Daisey also admitted to taking "shortcuts" in his work and apologized to Glass.

"My mistake, the mistake I truly regret, is that I had it on your show as journalism. And it's not journalism. It's theater."

As for the New York Times edit, a story Daisey wrote titled "Against Nostalgia" referred to an encounter he supposedly had with a man whose hand had been mangled manufacturing iPads. The Times removed the reference now that Daisey has come clean and admitted he never actually met such a person.

Apple was hit with a lot of bad press earlier this year surrounding worker conditions in its supply chain factories operated by Foxconn in China. The issue is not new.
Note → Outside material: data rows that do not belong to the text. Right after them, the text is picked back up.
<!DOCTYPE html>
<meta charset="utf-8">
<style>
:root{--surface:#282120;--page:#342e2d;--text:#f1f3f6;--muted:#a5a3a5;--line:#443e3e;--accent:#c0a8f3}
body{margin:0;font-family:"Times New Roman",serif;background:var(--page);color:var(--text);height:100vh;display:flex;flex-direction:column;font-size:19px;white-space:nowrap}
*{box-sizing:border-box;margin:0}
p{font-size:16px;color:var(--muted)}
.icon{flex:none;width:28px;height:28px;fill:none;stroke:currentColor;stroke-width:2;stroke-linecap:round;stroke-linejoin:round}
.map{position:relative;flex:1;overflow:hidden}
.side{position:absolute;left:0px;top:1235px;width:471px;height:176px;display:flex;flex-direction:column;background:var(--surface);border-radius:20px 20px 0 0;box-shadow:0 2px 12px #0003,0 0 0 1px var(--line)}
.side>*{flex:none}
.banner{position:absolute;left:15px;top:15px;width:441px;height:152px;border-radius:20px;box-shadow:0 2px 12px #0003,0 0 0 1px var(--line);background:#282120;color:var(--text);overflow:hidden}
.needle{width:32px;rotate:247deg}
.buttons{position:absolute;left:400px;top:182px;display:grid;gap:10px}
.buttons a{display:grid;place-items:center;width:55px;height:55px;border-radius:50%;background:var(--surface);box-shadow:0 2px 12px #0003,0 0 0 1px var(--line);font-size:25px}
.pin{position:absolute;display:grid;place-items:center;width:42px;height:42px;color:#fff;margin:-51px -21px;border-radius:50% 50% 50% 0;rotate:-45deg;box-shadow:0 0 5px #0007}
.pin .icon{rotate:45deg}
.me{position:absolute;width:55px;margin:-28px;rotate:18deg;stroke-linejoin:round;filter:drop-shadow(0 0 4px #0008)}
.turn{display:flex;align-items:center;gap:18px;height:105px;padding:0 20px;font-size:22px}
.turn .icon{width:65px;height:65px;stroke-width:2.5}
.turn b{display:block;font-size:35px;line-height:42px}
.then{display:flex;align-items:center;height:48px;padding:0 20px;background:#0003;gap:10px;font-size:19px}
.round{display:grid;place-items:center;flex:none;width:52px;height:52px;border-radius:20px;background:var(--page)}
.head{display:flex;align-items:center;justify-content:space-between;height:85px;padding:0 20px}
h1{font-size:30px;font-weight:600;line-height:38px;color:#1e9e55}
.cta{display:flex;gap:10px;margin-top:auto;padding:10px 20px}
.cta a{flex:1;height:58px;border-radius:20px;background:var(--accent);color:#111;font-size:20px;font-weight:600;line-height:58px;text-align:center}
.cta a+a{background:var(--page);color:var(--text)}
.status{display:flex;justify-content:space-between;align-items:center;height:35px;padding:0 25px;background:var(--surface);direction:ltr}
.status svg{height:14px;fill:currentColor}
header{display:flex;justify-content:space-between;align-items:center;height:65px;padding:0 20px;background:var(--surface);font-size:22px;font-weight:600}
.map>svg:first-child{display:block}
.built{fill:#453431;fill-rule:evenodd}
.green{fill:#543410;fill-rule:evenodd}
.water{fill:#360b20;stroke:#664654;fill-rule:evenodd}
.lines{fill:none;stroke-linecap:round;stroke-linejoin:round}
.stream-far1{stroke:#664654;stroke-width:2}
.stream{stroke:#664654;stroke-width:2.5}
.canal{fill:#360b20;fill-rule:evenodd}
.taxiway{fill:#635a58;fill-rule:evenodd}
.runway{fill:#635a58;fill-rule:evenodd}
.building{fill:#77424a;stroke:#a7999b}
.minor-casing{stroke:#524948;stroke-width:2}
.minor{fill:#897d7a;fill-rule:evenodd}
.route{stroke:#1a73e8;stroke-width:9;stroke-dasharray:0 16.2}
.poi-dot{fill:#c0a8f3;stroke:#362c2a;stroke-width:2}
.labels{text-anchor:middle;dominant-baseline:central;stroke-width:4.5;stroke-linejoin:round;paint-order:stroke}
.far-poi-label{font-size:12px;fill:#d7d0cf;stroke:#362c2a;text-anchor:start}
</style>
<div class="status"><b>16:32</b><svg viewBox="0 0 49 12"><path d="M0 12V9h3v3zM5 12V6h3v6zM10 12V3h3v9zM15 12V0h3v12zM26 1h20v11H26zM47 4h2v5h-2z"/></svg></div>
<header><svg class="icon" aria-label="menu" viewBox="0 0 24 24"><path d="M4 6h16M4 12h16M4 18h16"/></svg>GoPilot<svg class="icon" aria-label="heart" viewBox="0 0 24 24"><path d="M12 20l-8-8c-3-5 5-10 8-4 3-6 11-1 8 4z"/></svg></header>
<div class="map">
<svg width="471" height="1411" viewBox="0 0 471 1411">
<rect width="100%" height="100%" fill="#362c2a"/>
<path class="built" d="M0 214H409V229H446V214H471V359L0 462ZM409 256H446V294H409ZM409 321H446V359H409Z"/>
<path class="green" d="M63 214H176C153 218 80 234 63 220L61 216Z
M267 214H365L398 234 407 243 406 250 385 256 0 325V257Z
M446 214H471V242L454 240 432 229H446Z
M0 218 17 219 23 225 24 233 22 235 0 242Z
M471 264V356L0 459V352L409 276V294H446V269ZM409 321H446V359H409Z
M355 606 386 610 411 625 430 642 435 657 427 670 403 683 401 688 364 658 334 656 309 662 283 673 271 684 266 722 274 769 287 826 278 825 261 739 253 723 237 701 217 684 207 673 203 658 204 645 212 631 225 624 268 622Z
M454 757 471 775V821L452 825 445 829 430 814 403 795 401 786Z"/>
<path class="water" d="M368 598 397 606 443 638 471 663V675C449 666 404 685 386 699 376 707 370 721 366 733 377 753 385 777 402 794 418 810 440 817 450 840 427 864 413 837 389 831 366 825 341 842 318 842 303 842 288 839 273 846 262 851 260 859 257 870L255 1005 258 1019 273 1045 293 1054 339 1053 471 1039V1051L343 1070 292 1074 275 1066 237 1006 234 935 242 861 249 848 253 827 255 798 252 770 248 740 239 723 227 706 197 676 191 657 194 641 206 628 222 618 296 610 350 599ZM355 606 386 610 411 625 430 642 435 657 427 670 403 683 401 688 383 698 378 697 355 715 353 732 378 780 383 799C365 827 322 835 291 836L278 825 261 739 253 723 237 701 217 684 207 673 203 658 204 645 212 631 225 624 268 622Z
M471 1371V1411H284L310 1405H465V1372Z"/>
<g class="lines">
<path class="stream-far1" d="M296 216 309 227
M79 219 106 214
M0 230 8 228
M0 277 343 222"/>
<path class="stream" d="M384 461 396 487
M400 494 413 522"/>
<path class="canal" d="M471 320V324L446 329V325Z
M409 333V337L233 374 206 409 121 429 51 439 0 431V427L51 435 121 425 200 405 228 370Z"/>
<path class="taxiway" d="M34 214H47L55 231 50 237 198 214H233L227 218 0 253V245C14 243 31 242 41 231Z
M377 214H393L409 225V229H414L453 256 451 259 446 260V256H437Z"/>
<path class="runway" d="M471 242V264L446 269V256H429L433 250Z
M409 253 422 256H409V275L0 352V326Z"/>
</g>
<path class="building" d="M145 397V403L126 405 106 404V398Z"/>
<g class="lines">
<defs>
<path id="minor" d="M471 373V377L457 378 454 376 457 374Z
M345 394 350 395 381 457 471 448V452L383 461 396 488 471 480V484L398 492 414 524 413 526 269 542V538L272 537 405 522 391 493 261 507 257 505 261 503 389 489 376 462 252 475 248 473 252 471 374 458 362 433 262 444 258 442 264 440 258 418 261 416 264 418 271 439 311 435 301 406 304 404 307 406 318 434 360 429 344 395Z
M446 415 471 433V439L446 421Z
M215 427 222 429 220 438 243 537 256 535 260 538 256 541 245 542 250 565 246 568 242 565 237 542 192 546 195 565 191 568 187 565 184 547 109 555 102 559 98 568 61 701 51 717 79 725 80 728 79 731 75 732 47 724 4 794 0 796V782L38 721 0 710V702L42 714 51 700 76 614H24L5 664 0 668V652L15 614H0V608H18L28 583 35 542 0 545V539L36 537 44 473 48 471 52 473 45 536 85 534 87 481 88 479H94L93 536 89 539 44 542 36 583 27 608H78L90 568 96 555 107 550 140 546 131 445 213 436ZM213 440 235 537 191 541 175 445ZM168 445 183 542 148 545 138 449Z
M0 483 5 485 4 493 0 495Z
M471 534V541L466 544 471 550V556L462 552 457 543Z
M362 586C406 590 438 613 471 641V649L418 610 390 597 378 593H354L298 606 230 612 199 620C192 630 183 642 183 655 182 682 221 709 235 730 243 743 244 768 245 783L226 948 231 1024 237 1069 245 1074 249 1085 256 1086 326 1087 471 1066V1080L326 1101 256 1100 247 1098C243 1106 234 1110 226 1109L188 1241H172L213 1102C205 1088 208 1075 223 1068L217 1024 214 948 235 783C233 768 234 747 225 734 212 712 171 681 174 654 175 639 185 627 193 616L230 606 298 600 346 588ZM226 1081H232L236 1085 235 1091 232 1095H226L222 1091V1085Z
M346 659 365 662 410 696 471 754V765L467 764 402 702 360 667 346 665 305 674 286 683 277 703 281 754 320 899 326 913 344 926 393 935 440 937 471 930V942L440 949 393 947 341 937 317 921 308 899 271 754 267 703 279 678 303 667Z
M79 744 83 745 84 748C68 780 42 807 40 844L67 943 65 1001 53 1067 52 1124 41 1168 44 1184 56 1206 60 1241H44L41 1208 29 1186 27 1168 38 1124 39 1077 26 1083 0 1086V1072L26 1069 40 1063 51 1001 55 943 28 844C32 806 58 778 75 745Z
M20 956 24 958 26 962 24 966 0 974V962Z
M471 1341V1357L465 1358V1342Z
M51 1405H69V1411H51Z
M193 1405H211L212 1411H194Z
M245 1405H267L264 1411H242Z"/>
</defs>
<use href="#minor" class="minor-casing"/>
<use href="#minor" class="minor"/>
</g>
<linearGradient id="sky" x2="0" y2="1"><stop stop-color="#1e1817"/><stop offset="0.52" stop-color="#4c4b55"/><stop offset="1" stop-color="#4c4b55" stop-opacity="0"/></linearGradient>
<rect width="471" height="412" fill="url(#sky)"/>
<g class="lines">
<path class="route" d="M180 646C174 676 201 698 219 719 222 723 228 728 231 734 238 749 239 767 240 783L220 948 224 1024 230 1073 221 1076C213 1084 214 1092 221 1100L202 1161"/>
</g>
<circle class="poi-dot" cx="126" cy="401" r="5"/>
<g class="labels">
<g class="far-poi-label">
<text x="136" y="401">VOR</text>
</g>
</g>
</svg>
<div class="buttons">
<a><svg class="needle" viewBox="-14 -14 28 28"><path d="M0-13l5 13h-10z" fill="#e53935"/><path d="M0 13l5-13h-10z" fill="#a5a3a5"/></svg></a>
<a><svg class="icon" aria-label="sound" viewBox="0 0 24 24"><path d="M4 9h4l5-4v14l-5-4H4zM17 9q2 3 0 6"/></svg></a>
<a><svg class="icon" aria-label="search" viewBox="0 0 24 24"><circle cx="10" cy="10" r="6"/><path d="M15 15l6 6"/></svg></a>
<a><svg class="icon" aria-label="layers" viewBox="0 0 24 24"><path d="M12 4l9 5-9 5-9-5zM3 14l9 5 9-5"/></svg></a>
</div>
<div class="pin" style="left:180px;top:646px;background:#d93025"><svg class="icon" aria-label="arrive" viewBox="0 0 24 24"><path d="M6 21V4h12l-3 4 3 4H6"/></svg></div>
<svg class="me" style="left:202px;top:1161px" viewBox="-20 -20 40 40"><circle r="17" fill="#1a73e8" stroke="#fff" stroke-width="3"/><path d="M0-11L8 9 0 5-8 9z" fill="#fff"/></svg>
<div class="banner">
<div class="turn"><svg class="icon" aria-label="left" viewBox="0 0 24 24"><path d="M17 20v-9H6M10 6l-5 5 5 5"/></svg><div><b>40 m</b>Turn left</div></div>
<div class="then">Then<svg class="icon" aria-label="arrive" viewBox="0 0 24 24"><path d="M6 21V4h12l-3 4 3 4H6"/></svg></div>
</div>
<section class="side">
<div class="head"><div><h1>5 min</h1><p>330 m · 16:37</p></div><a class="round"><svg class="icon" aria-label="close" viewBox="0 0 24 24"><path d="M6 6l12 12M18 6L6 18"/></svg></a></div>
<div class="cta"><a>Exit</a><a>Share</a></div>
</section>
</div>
For instance, in January, PCWorld covered a story about how 150 Foxconn workers staged a protest threatening to jump off a building if the company did not meet their compensation demands.

[See also: Foxconn Workers Stage Protest in Chinese City]

Also troubling: More than a dozen workers have attempted--and succeeded at--suicide by jumping from Foxconn buildings.

There is another side to the story, though.

ABC's Nightline aired a report in February in which TV correspondent Bill Weir took cameras inside Foxconn and showed that young workers there mostly suffer from boredom more than anything else.

In the meantime, the Fair Labor Association has been conducting special voluntary audits of Apple's final assembly suppliers, including Foxconn factories in Shenzhen and Chengdu at Apple's request. The FLA has not yet released its findings.